As the nuc we were adding to this hive only had 4 frame (a feeder taking up the space of the 5th frame), we needed to add 6 frames to this hive. We spaced them like so. The frames from the nuc will be kept in the exact same order and placed in the center of the box.
Finally, when ready, we lifted up the lid of the nuc.
It was bustling with bees. We removed the feeder first. It was empty and full of bees. Then one by one we placed the frames in the hive.
Slowly and methodically we added the frames. The bees and the queen looked awesome! We shook the bees from the feeder on top of all the frames and added the inner cover.
Since the new bees we added had very little honey stores.

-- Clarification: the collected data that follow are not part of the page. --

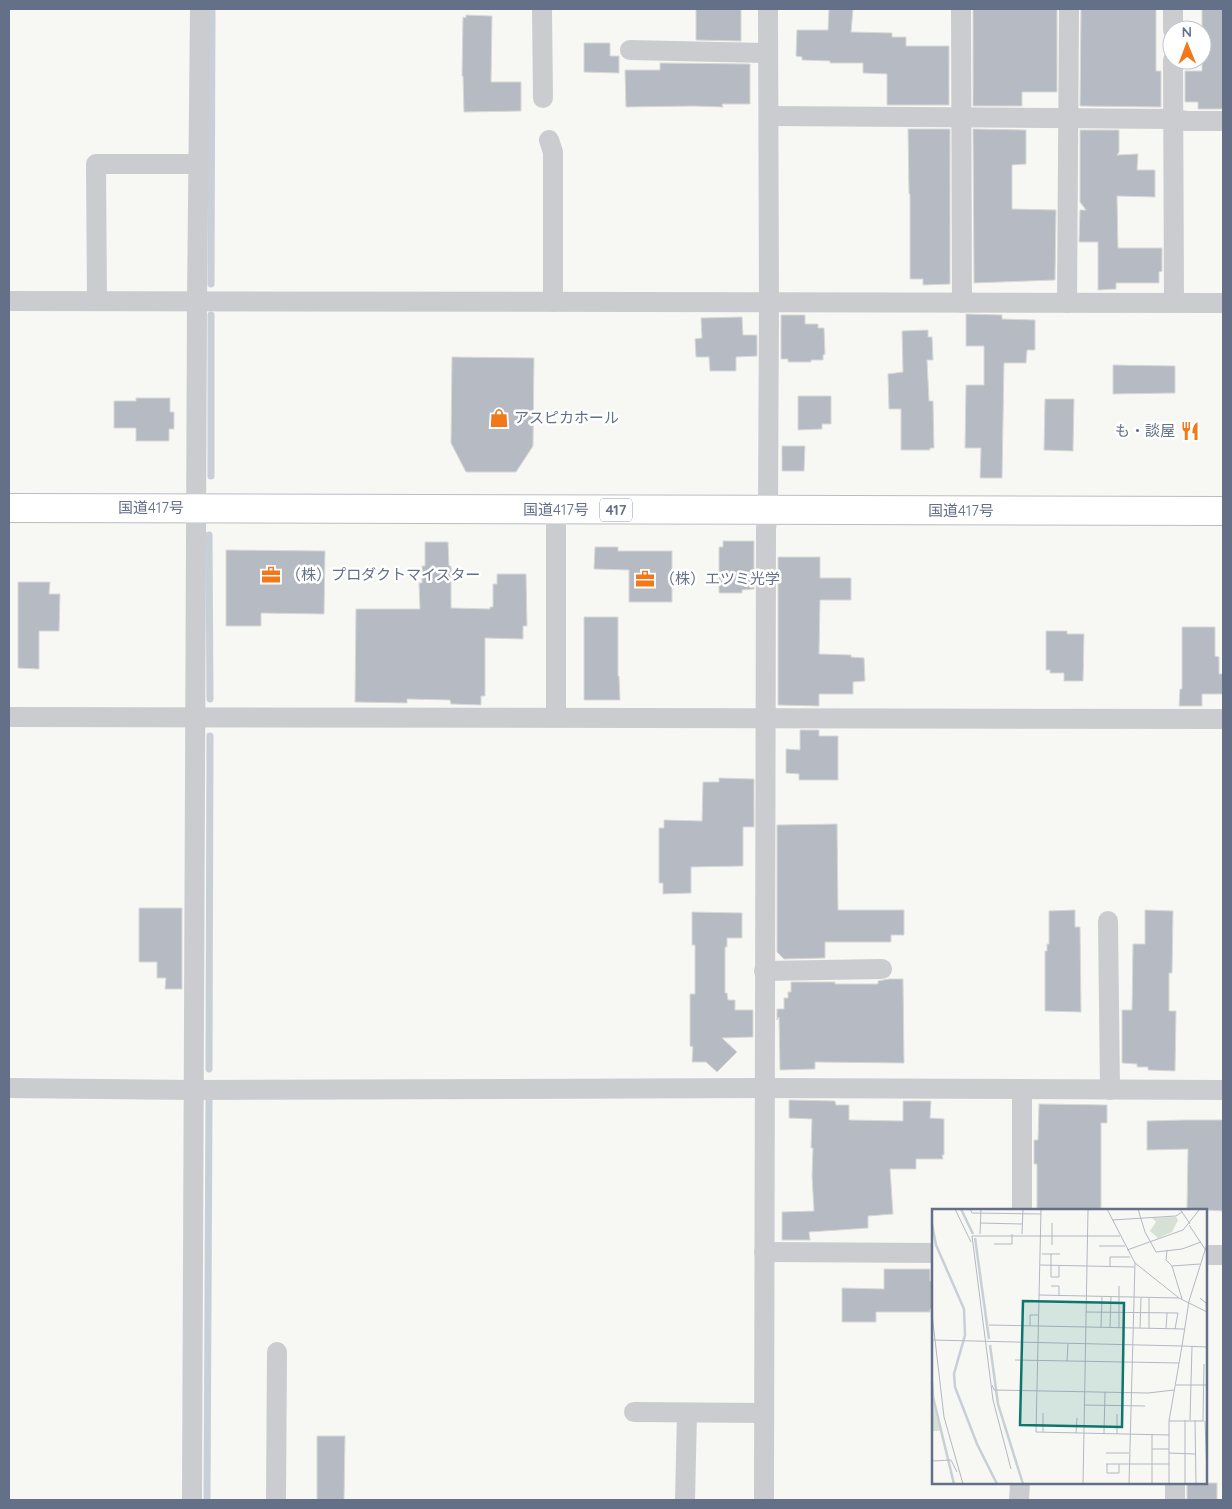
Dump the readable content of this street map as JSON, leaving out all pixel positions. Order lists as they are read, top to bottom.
{
  "streets": {
    "highway": ["国道417号", "417"]
  },
  "places": {
    "shop": ["アスピカホール"],
    "restaurant": ["も・談屋"],
    "office": ["（株）プロダクトマイスター", "（株）エツミ光学"]
  },
  "north": "top"
}
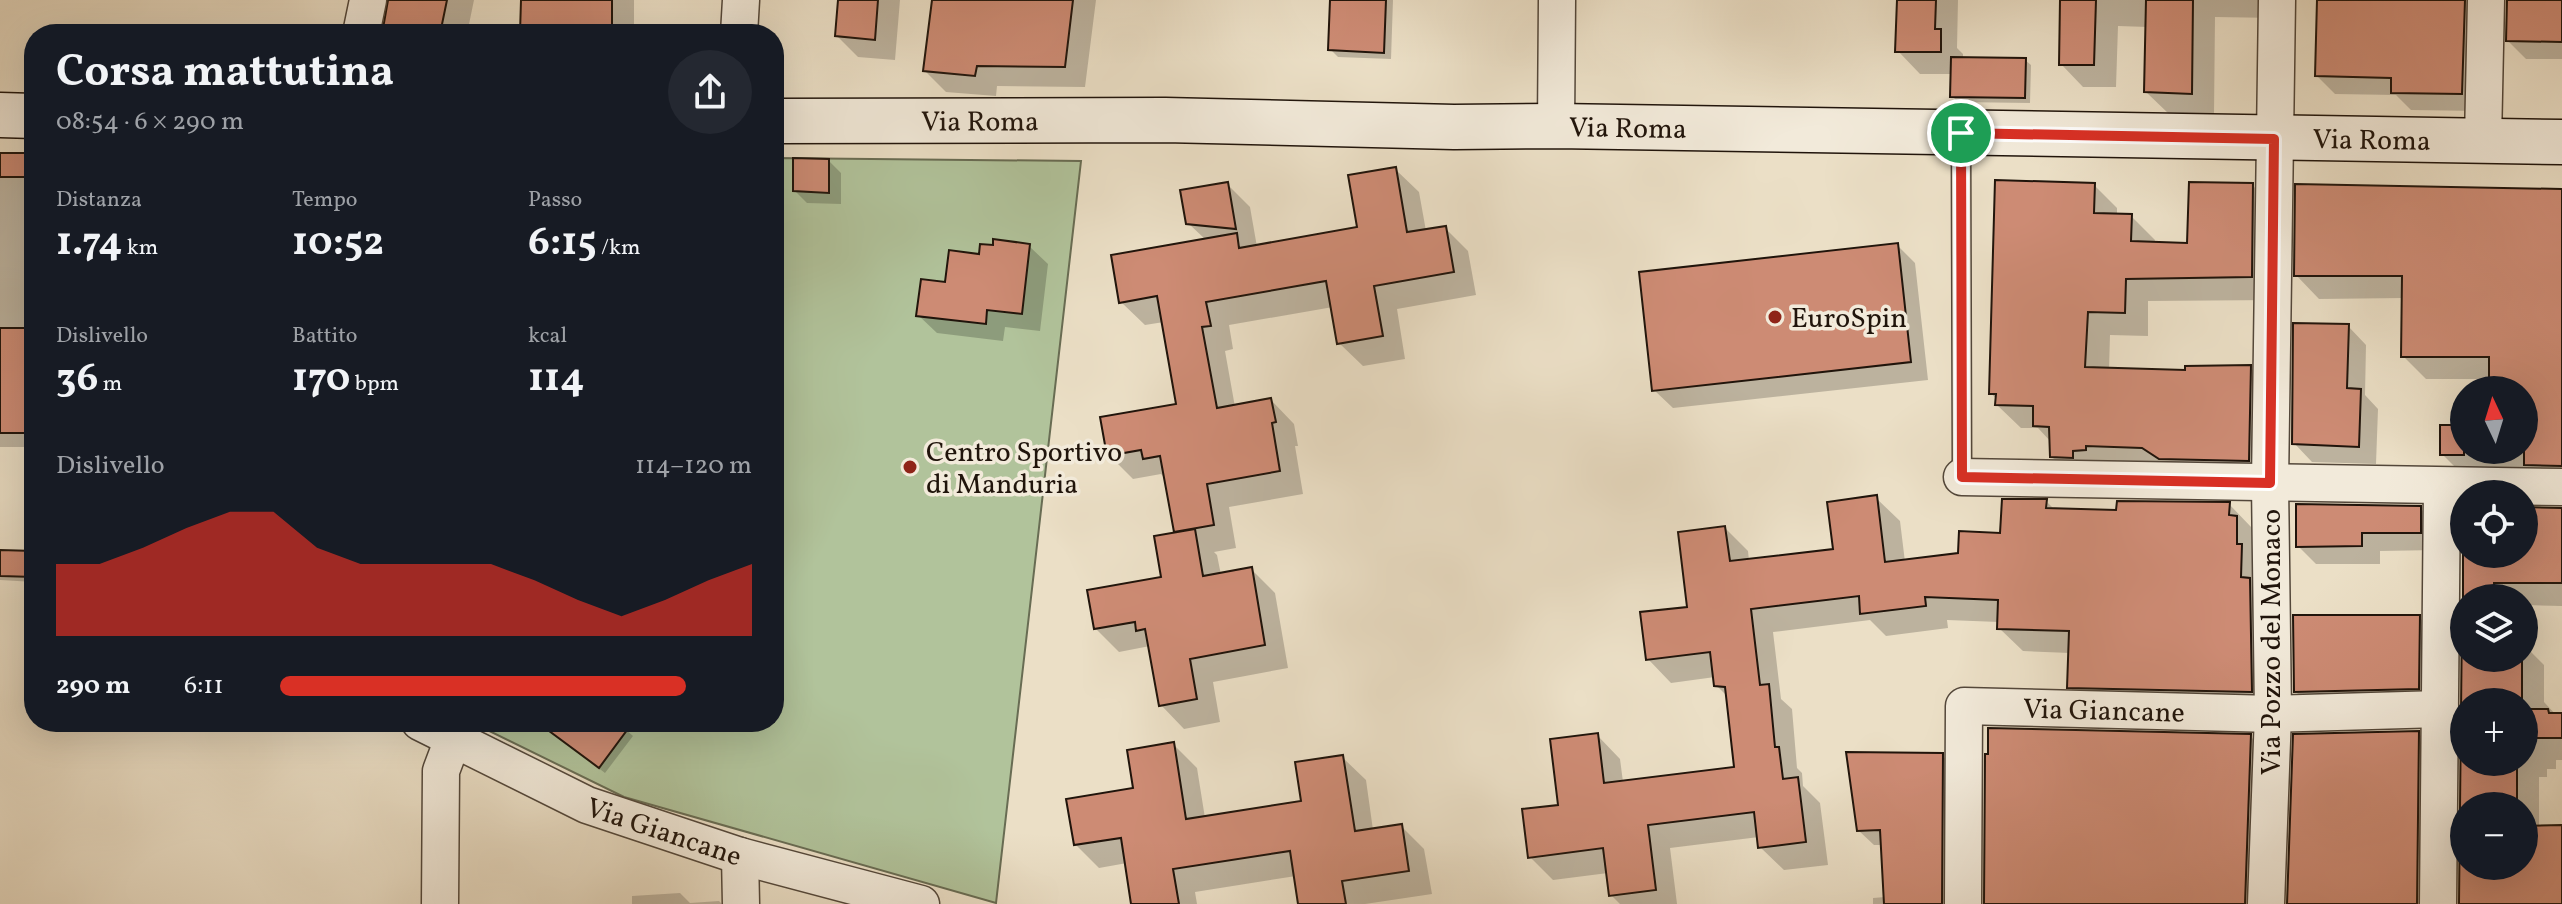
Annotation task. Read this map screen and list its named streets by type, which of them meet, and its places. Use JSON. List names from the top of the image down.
{
  "streets": {
    "street": ["Via Roma", "Via Pozzo del Monaco", "Via Giancane"]
  },
  "crossings": [
    ["Via Roma", "Via Pozzo del Monaco"],
    ["Via Pozzo del Monaco", "Via Giancane"]
  ],
  "places": ["EuroSpin", "Centro Sportivo di Manduria"],
  "north": "top",
  "page": {
    "heading": ["Corsa mattutina", "08:54 · 6 × 290 m"],
    "stats": [
      ["Distanza", "1.74 km"],
      ["Tempo", "10:52"],
      ["Passo", "6:15 /km"],
      ["Dislivello", "36 m"],
      ["Battito", "170 bpm"],
      ["kcal", "114"]
    ],
    "map_buttons": ["+", "−"],
    "chart": ["Dislivello", "114–120 m"],
    "list": [
      {
        "name": "290 m",
        "note": "6:11"
      }
    ]
  }
}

On top of the inner cover, we added a feeder full of sugar syrup and Honey B Healthy. The two sticks act as a way for the bees to move around the feeder. We blocked off the entrances to this upper box that is hiding the feeder. This will prevent robbing, as it is robbing season. We simply plugged up the entrance with a wood chip that fits.
The entrance on the front of the deep is opened half way and an evergreen branch is placed in front. This forces the bees to reorient to their new home’s location. I will remove it in a couple of days. The bees go right through it.
Here is the hive immediately after the combination. Two hives became one. The hive on the bottom uses the bottom board entrance that has had the entrance reducer on since it was so weak. The new hive is in the second green box on top. The newspaper is between them. On the top of the hive is the old nuc box. It is completely empty. Some bees are still in there and will not discover where their queen has gone immediately. They will sense where she is within a day or two and join the new hive. The feeder although empty was still with a few bees. I left it on the side for the bees to vacate for about an hour or two. The bees, working from the top and the bottom, should chew through the newspaper in a couple of days. Once the hives are combined, they will function as one.
Can you do this as a beekeeper? Yes!
This technique works to combine two weak hives and make one strong one.
It can help integrate a weak hive into an existing one to over winter.
It can also be used to add a nuc to a weak queenless hive.
If you decide to give this a try, there should only be one queen when attempting this.